[Collected data entries]

● ● ● ● ●

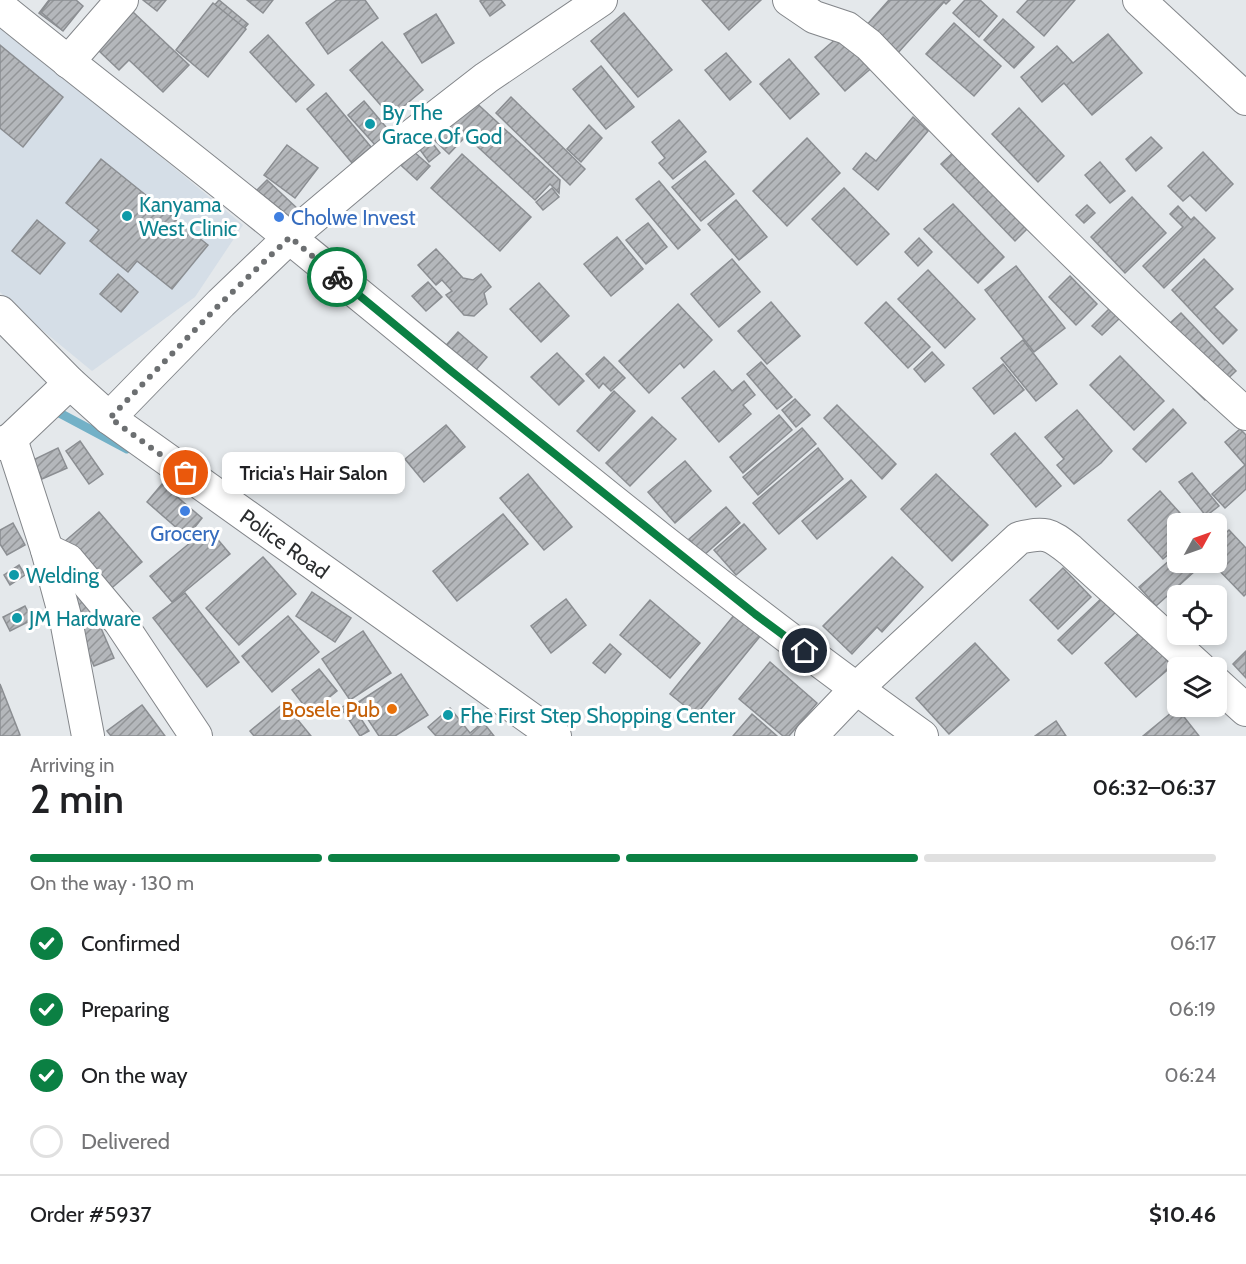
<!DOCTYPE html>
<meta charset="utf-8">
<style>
:root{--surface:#fff;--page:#f2f2f2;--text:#202124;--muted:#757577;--line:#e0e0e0;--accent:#0b8043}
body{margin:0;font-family:Cabin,sans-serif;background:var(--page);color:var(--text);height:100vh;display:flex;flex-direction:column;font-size:22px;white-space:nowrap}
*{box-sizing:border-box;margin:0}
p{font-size:20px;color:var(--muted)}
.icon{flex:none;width:33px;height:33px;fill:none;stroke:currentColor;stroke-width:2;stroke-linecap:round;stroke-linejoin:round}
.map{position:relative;height:736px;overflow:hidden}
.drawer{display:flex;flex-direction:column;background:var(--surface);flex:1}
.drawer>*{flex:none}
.needle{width:39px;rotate:50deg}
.tools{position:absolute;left:1167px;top:513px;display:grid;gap:12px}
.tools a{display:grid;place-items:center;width:60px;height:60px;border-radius:9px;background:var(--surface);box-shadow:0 3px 9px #0003;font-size:30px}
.pin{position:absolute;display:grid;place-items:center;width:51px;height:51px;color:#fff;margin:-26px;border:3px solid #fff;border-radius:50%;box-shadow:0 2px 6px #0007}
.courier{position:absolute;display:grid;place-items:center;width:60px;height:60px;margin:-30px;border:4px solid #0b8043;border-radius:50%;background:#fff;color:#222;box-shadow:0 2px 8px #0007}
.bubble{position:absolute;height:42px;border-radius:9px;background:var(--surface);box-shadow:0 3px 9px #0003;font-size:20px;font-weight:600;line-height:42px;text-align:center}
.head em{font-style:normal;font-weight:600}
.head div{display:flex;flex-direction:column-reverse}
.head{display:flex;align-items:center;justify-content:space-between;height:102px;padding:0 30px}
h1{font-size:39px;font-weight:600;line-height:45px}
.bar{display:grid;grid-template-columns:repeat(4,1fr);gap:9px 6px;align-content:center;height:72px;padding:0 30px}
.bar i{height:8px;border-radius:4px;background:var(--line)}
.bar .active{background:var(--accent)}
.bar p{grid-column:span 4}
.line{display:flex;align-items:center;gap:15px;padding:0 30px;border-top:2px solid var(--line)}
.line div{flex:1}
ol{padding:0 30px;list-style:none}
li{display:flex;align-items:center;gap:18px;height:66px}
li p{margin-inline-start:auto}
li .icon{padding:6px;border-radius:50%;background:var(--accent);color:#fff;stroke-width:4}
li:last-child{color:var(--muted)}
li i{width:33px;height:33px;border:3px solid var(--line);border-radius:50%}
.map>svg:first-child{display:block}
</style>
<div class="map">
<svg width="1246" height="736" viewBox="0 0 1246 736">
<defs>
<pattern id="building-hatch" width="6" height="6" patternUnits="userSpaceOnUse" patternTransform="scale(1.5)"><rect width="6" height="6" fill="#b4b7bb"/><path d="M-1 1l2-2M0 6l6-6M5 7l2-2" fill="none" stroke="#939598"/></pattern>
</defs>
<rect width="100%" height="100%" fill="#e4e8eb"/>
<polygon fill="#d5dee7" points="0,23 243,225 195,297 92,371 13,306 0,292"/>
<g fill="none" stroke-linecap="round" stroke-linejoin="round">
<polyline stroke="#73b1c7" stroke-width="9" points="52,409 127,449"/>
</g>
<g fill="url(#building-hatch)" stroke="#8b8e92" stroke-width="1.5">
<polygon points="49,0 73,0 81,6 62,30 39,13"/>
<polygon points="50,0 76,0 83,6 63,31 41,12"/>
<polygon points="143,0 166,0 157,11"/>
<polygon points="219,0 248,24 211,67 183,41"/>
<polygon points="247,0 273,0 263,13"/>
<polygon points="337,0 365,0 378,18 328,54 306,23"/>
<polygon points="482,0 501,0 505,5 490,16 480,1"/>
<polygon points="702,0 761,0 729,30"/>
<polygon points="889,0 950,0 946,4 944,2 896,55 865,27"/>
<polygon points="965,0 980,0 997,16 979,37 953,13"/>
<polygon points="1028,0 1075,0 1044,36 1017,12"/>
<polygon points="213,3 246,29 208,77 176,50"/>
<polygon points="133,12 189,65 163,92 129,60 119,70 98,50"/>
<polygon points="624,13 672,70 638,97 591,41"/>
<polygon points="436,14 454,43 422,63 404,34"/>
<polygon points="1003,19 1034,47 1014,68 984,40"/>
<polygon points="954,23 1001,66 974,96 926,54"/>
<polygon points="845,31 875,65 845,91 815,57"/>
<polygon points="1108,34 1142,73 1092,115 1064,83 1042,102 1021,77 1057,46 1073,63"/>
<polygon points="268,35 314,85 296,102 250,52"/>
<polygon points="382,42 423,90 391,117 350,70"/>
<polygon points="0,45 63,97 23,147 0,128"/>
<polygon points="726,53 751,82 730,100 705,70"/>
<polygon points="789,59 819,94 790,119 760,84"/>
<polygon points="601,66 634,107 606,129 573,89"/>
<polygon points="326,93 371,147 352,163 307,109"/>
<polygon points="511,97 585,169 570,185 496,113"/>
<polygon points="471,98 560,180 559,193 550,184 535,200 466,136 449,154 433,139"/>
<polygon points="364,101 391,133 376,146 348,115"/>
<polygon points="1019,108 1064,156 1038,182 992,134"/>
<polygon points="913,117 928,131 878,190 853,169 866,153 876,161"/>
<polygon points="679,120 706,152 673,179 659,163 665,158 652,142"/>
<polygon points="589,125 602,138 581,162 567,149"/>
<polygon points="1151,137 1162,148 1136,171 1126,159"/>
<polygon points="807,138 840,173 787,226 753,191"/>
<polygon points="429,139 440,153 429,162 418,147"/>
<polygon points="405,144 430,166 417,180 393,158"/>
<polygon points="287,145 318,168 295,198 264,175"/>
<polygon points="958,148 1032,224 1015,241 941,164"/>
<polygon points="1203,152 1233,184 1206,211 1190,195 1183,201 1168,186"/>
<polygon points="462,154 531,217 500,251 431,188"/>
<polygon points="101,159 208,245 172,289 137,261 128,272 90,241 99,230 66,203"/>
<polygon points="705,161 734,194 701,221 672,187"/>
<polygon points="1100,162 1125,191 1110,203 1085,175"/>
<polygon points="267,180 299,210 283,227 251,196"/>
<polygon points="659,181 700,230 678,249 636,199"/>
<polygon points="552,188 559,197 543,210 536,202"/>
<polygon points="844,188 889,234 857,265 812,219"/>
<polygon points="1132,197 1166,233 1125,273 1091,237"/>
<polygon points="736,200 767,237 739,260 708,224"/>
<polygon points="953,204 1004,257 978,283 924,229"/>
<polygon points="1087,205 1095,213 1084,223 1076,215"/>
<polygon points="1178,206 1191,220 1194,217 1215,238 1164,288 1143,266 1183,227 1170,214"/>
<polygon points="37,220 65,243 40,274 12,251"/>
<polygon points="648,223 667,247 646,264 626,240"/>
<polygon points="617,237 643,269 611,296 584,264"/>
<polygon points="919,238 932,252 918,266 905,252"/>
<polygon points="436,249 463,278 473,280 481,274 491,287 484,293 487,304 474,316 464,315 446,295 452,291 442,280 436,285 418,265"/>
<polygon points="732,259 760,292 719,327 691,294"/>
<polygon points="1204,259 1233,289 1214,307 1237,330 1223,344 1172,290"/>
<polygon points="1016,266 1065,328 1034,352 985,290"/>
<polygon points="928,270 975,319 945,348 898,299"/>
<polygon points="118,274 138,292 121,312 100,294"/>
<polygon points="1070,276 1097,304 1076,325 1049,297"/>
<polygon points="428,282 442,297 426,311 412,296"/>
<polygon points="539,283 569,316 541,342 510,309"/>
<polygon points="771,302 800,336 767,364 738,331"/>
<polygon points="886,302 930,347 908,368 865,323"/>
<polygon points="678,304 712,340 684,368 680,363 649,393 619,361"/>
<polygon points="1111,307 1121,317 1102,335 1092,326"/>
<polygon points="1181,313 1236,371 1205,400 1193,388 1213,370 1170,323"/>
<polygon points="458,332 487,357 469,378 440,352"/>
<polygon points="1023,340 1057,384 1036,401 1001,358"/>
<polygon points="932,352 944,365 925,382 914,369"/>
<polygon points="557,353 584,381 559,405 531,377"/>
<polygon points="1120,356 1164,401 1134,430 1090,385"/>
<polygon points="604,357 625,378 611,391 603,383 599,388 586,374"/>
<polygon points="761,362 792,397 777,409 747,374"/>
<polygon points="1003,364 1024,390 994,414 973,388"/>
<polygon points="714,371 732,391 744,381 755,395 743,405 751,414 719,442 682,398"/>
<polygon points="614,391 635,411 599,451 577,431"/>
<polygon points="795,399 810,415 796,427 782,410"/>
<polygon points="837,405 896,464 882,479 824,418"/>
<polygon points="1173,409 1186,423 1146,462 1133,449"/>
<polygon points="1077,410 1112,451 1101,463 1074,484 1057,465 1064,459 1045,437"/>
<polygon points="779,415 792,430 743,473 730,457"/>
<polygon points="652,417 676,439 630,486 606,463"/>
<polygon points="446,425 465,447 424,482 405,459"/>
<polygon points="802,428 816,444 758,495 743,477"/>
<polygon points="1240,429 1246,435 1246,489 1225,508 1212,494 1245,465 1225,442"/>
<polygon points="1015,433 1061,486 1036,507 991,454"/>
<polygon points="80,441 103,474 89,484 66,451"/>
<polygon points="58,448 67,468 42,479 33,460"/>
<polygon points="818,448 843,479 779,534 753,503"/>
<polygon points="685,461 711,491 675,523 648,492"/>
<polygon points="1192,473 1219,506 1206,516 1179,482"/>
<polygon points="528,474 572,527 544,550 500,498"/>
<polygon points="936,474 988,525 952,561 901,509"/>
<polygon points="851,480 866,497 817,539 802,521"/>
<polygon points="162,484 202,518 187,537 147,502"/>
<polygon points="1160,491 1190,524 1178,524 1178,546 1163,559 1128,520"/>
<polygon points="726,507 740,523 703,556 689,539"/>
<polygon points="99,512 142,562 107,592 64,542"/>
<polygon points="503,514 528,544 457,601 433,571"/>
<polygon points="13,523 25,545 7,555 0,544 0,530"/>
<polygon points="744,524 766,549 736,575 714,550"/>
<polygon points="208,528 230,554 172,602 150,576"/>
<polygon points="1229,530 1246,548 1246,594 1244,596 1211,562 1216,562 1216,542"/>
<polygon points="1178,553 1178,562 1205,562 1156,606 1139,587"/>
<polygon points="263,557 296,594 239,645 206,608"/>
<polygon points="892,557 923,587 882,632 877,627 852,654 823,626"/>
<polygon points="19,565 25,575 10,585 4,575"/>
<polygon points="1063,568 1091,597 1058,629 1030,600"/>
<polygon points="84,589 114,658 94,666 64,598"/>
<polygon points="312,592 351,618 335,642 296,616"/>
<polygon points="185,593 239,662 207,687 153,618"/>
<polygon points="1105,595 1119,609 1072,654 1058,640"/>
<polygon points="566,599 586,625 551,653 531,626"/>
<polygon points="650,600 700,643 670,678 620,635"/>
<polygon points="25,606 32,620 10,631 3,617"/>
<polygon points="735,614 761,635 696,715 670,694"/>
<polygon points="288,616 319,652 272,692 242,656"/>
<polygon points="363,631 391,673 350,700 322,659"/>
<polygon points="1141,631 1172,666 1136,697 1105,663"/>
<polygon points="975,643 1009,680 949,734 916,698"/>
<polygon points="610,644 621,654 605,673 593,663"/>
<polygon points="1246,651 1246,678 1233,664"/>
<polygon points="770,662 817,703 789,736 783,736 739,699"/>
<polygon points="319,669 337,691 310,713 292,690"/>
<polygon points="401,674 428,715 395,736 379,736 357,703"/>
<polygon points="0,684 20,735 16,736 0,736"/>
<polygon points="350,702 369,731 360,736 341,708"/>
<polygon points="284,703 311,736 254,736 250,731"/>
<polygon points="142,705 165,736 111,736 107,731"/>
<polygon points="450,708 470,733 483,722 494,736 436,736 428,727"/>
<polygon points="1177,708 1199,736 1143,736"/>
<polygon points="752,714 777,736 733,736"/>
<polygon points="1056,721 1066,736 1035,736"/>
</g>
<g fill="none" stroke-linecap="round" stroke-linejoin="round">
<g stroke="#83868a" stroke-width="34">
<g id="minor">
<path d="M789,0l25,17 33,11 22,17c122,127 246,252 377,369"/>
<polyline points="1139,0 1246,99"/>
<path d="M0,7c96,78 195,153 291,232 208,169 413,342 631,497"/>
<polyline points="68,62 122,0"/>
<path id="s1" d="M0,312l70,71 39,35 446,318"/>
<polyline points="109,418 221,303 290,237 392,151 486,78 601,0"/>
<polyline points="11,439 47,550 66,620 88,736"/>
<polyline points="0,444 11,439 70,383"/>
<polyline points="47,550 68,560 120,622 196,736"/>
<polyline points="1216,683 1246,710"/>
<path d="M811,736l45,-47 163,-151c26,-6 30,-5 51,12l130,118"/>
</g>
</g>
<use href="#minor" stroke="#fff" stroke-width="32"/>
</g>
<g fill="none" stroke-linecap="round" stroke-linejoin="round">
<polyline stroke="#6c6f71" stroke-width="6" stroke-dasharray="0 10.8" points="186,473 110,418 221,303 290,237 337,277"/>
<polyline stroke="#0b8043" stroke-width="8" points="337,277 451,371 755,614 805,651"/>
</g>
<g fill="#0f9aa8" stroke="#fff" stroke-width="2">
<circle cx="370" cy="124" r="6"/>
<circle cx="127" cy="216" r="6"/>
<circle cx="14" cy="575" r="6"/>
<circle cx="17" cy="618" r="6"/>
<circle cx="448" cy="715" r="6"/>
</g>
<g fill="#3f7fe0" stroke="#fff" stroke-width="2">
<circle cx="279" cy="217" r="6"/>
<circle cx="185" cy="511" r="6"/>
</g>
<circle fill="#e8710a" stroke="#fff" stroke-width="2" cx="392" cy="709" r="6"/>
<g text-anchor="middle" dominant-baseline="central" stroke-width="6" stroke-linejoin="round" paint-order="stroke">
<g font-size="21" fill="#0d838f" stroke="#fff" text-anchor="start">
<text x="382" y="112">By The<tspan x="382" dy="24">Grace Of God</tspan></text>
<text x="139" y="204">Kanyama<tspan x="139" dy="24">West Clinic</tspan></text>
<text x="26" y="575">Welding</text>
<text x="29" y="618">JM Hardware</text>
<text x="460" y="715">Fhe First Step Shopping Center</text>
</g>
<g font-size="21" fill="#366cbe" stroke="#fff" text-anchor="start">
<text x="291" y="217">Cholwe Invest</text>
<text x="185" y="533" text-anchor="middle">Grocery</text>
</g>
<g font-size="21" fill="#2c2e2f" stroke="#fff">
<text stroke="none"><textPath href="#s1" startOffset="368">Police Road</textPath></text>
</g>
<g font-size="21" fill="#c56008" stroke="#fff" text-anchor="end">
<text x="380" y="709">Bosele Pub</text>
</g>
</g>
</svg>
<div class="tools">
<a><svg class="needle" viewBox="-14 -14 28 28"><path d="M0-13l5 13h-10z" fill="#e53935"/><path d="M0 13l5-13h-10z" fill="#757577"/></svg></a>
<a><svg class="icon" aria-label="locate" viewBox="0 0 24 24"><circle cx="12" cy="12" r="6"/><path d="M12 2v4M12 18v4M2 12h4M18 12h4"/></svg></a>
<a><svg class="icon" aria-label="layers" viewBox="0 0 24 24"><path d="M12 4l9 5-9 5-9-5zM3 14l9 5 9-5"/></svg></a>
</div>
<div class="pin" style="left:186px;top:473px;background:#ea580c"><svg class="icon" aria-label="bag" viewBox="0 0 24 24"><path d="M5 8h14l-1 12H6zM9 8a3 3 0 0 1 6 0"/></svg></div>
<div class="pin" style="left:805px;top:651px;background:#1f2937"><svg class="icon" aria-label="home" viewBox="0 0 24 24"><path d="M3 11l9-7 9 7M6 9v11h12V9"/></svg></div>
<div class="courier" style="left:337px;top:277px"><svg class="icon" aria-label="bike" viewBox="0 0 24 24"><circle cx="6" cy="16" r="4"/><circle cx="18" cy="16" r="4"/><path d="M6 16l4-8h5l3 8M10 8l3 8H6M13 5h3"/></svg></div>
<div class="bubble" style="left:222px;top:452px;width:183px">Tricia's Hair Salon</div>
</div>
<section class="drawer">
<div class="head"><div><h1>2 min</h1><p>Arriving in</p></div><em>06:32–06:37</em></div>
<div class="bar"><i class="active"></i><i class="active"></i><i class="active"></i><i></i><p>On the way · 130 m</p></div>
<ol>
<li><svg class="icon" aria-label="check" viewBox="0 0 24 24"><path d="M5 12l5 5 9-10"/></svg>Confirmed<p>06:17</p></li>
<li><svg class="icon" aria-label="check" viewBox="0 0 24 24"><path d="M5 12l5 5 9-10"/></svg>Preparing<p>06:19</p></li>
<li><svg class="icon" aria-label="check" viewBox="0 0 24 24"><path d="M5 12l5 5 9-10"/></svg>On the way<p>06:24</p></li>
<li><i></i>Delivered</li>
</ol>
<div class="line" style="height:78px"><div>Order #5937</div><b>$10.46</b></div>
</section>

● ● ● ● ●

» Aim of the task
When the word "direction" occurs in a line above, list that line.

» Answer space
body{margin:0;font-family:Cabin,sans-serif;background:var(--page);color:var(--text);height:100vh;display:flex;flex-direction:column;font-size:22px;white-space:nowrap}
.drawer{display:flex;flex-direction:column;background:var(--surface);flex:1}
.head div{display:flex;flex-direction:column-reverse}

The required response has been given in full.